Soup should be served hot: coffee hotter. Wait staff should smile and serve with friendly deference. Eggs Benedict means rich, yellow liquid from the egg yolk beneath the Hollandaise sauce.
Expectations: we all have them. They color our experiences in every aspect of life.
The problem with expectations is that they have the power to derail our joy when they aren’t met. If we expect to see dolphins on the boat ride, but we only see a manta ray and sea birds, our expectations are dashed, so much surf against the rocks.
Will unmet expectations ruin the day?
Years ago, a woman I worked with traveled to Maui for her daughter’s wedding. When she returned, she bubbled about the sunrise bike ride from the top of the mountain. More recently, people who learned we were traveling to Maui said, “You have to do the sunrise bike ride.”
When asked by my husband what I wanted to do on vacation, I replied, “The sunrise bike ride and sit by the pool.” These desires should be easily met, right?
When the clouds obscured the sunrise and I was tired, cold and frozen, the trip to the top of Haleakala could have been a bust.

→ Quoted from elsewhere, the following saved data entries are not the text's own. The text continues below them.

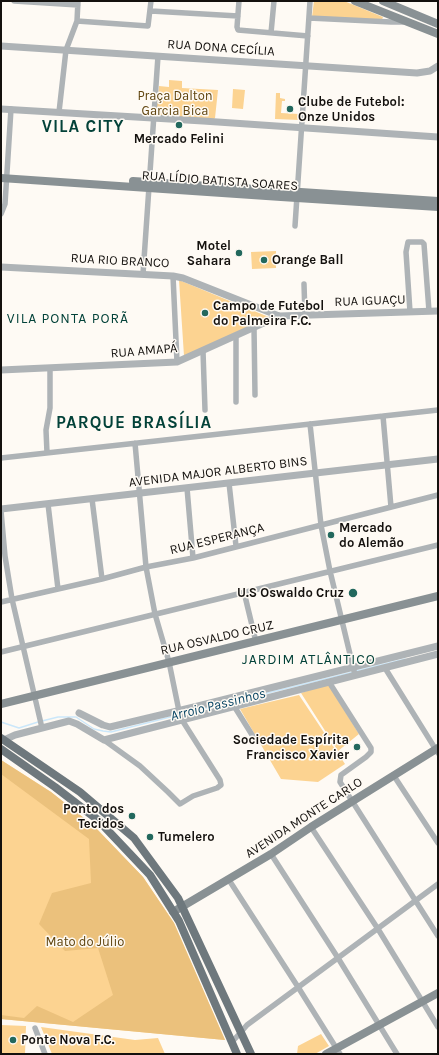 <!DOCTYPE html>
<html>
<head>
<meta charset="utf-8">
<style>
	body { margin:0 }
	#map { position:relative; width:439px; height:1055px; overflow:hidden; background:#fefaf4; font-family:Karla,sans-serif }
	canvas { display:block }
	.frame { position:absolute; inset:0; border:2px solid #14110e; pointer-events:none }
</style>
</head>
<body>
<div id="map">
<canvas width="439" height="1055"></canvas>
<div class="frame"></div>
</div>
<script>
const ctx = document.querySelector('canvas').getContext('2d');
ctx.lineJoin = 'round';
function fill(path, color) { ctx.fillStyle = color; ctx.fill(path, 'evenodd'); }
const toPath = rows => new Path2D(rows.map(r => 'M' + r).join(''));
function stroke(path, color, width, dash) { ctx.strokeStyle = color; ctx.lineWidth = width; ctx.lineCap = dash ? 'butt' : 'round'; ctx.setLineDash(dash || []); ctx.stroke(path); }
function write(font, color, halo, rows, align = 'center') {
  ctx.font = font + ' Karla,sans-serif'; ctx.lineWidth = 3; ctx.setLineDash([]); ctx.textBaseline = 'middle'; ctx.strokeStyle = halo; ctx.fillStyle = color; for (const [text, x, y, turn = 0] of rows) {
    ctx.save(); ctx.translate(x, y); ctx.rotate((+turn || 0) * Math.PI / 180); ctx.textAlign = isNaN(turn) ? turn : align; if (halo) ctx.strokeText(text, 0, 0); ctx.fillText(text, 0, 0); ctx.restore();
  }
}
fill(toPath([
	[314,1,344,1,383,17,381,22,312,17],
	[169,80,182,81,182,88,218,90,215,118,212,121,154,119,155,100,158,97,159,86,169,87],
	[233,89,245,90,243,109,232,108],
	[276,93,280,93,280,98,285,99,285,101,282,101,281,113,299,114,299,120,275,119],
	[276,251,276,268,252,269,251,252],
	[179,280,254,311,269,317,184,356],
	[328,684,359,734,338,751,301,693],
	[299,695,345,764,318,782,281,779,240,709],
	[1,760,51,792,94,826,143,877,174,923,225,1040,1,1019],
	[1,1025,26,1026,25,1054,1,1054],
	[41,1027,135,1040,158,1038,165,1054,52,1054],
	[321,1034,329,1046,315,1054,297,1054,298,1046]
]), '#fcd391');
fill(toPath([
	[1,760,51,792,94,826,143,877,174,923,225,1040,1,1019,1,1015,24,1018,37,1006,73,1022,113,995,98,948,65,951,39,924,52,893,91,883,89,839,1,774]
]), '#ebc17c');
stroke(toPath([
	[356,671,405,659],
	[182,714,353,672],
	[42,721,58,717,76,717,94,729,103,731,111,732,178,715],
	[1,722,19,728,38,722]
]), '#cbe7fa', 1.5);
stroke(toPath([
	[14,1,78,5],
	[239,1,237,27,238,30,308,36],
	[151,11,238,16],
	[309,18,391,22,403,22],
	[77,21,148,26,151,1],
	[271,33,274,1],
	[59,112,66,50,77,21,78,1],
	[1,214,5,204,11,109],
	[295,226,310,1],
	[143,274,158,56],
	[173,276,177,362],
	[304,284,305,316],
	[410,312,406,252,408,242,422,242,424,244,429,311],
	[254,327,255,395],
	[203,351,205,410],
	[236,402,236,336],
	[383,416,391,507],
	[310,424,321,525,330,571,355,675],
	[47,453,46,430,50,408,50,368],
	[1,458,438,410],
	[229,483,236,546],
	[187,488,193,558],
	[92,499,102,579],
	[48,504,58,589],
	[1,511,5,556,12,599,42,728],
	[244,592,256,642],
	[1,602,102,579,146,567,193,558,438,495],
	[1,652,438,545],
	[385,668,438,753],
	[329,682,371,748,371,752,366,757,341,775,340,782,438,936],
	[234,706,254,738],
	[104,740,140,766,168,792,180,804,193,796,217,788,221,785,220,780,182,720,179,711,169,662,155,614,146,567,135,443],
	[394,776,438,843],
	[311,827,378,929,438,1027],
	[271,854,338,958,397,1054],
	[229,880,298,987,340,1054],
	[35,1028,45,1054],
	[232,1042,241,1032,247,1025,438,884]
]), '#aeb3b6', 5.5);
stroke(toPath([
	[1,46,417,73,430,71,438,66],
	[1,109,203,121,438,137],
	[1,267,173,276,183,278,279,316,438,311],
	[1,370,177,362,279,316],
	[1,509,438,459],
	[79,713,103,725,110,727,194,707,438,646],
	[4,740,15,735,69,721,77,724,104,740,438,654]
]), '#aeb3b6', 7);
stroke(toPath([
	[355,1,438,34],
	[383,1,438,24],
	[1,178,281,197,438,207],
	[133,181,438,201],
	[1,704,438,596],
	[173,912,271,854,311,827,438,748],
	[326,1054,438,993]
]), '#899194', 8);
stroke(toPath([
	[1,738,80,792,134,838,178,898,251,1054],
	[1,749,55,787,98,820,150,875,179,921,237,1054]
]), '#6e787d', 8);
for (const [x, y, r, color] of [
	[290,109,4,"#22685d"],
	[179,125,4,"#22685d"],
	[239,253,4,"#22685d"],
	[264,260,4,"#22685d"],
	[205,313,4,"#22685d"],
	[331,535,4,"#22685d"],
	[353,593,5,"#22685d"],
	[357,747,4,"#22685d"],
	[132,816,4,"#22685d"],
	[150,837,4,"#22685d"],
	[13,1040,4,"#22685d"]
]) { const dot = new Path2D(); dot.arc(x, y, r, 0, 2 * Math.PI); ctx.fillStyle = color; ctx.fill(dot); stroke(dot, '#fefaf4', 1.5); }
write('13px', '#14110e', '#fefaf4', [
	["RUA DONA CECÍLIA",221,48,4],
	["RUA LÍDIO BATISTA SOARES",220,181,4],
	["RUA RIO BRANCO",120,261,3],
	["RUA IGUAÇU",370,301,-2],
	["RUA AMAPÁ",144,351,-5],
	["AVENIDA MAJOR ALBERTO BINS",218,472,-7],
	["RUA ESPERANÇA",217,539,-14],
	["RUA OSVALDO CRUZ",217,638,-13],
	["AVENIDA MONTE CARLO",304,818,-33]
]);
write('13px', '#5f430d', '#fefaf4', [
	["Praça Dalton",175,96],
	["Garcia Bica",175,111],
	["Mato do Júlio",85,942]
]);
write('bold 13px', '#14110e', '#fefaf4', [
	["Clube de Futebol:",298,102],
	["Onze Unidos",298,117],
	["Mercado Felini",179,139,"center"],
	["Motel",231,246,"right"],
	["Sahara",231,261,"right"],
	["Orange Ball",272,260],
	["Campo de Futebol",213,306],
	["do Palmeira F.C.",213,321],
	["Mercado",339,528],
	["do Alemão",339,543],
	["U.S Oswaldo Cruz",344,593,"right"],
	["Sociedade Espírita",349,740,"right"],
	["Francisco Xavier",349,755,"right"],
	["Ponto dos",124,809,"right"],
	["Tecidos",124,824,"right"],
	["Tumelero",158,837],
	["Ponte Nova F.C.",21,1040]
], 'left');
ctx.letterSpacing = '1px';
write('14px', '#034239', '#fefaf4', [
	["VILA PONTA PORÃ",68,319],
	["JARDIM ATLÂNTICO",309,660]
]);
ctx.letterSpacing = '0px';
write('italic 14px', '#094564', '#fefaf4', [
	["Arroio Passinhos",218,705,-14]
]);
ctx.letterSpacing = '1px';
write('bold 17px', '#034239', '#fefaf4', [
	["VILA CITY",83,127],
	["PARQUE BRASÍLIA",134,423]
]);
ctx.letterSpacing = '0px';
</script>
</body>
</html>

I determined to prove a new formula for unmet expectations:
Anticipation + Expectation = Atypical Results
My mother-in-law, a travel mate, said the night before, “I hope it’s everything you hope for.”
What did I hope for? A fantastic view of Maui and heart-pounding thrills from a downhill race.
More than a few breathtaking views punctuated the speedy descent down the mountain (House of the Sun). Sounds like what I hoped for had been achieved.
It didn’t have to be a sunrise view from the summit. I had anticipated thrills and sights. My experience flourished with vistas and whoops.
Perhaps we need to carefully define our expectations. Or maybe it’s best to just sit back and let come what may.
Can you think of a time when unmet expectations dampened an experience? What recommendations do you have for turning our expectations into friends rather than foes?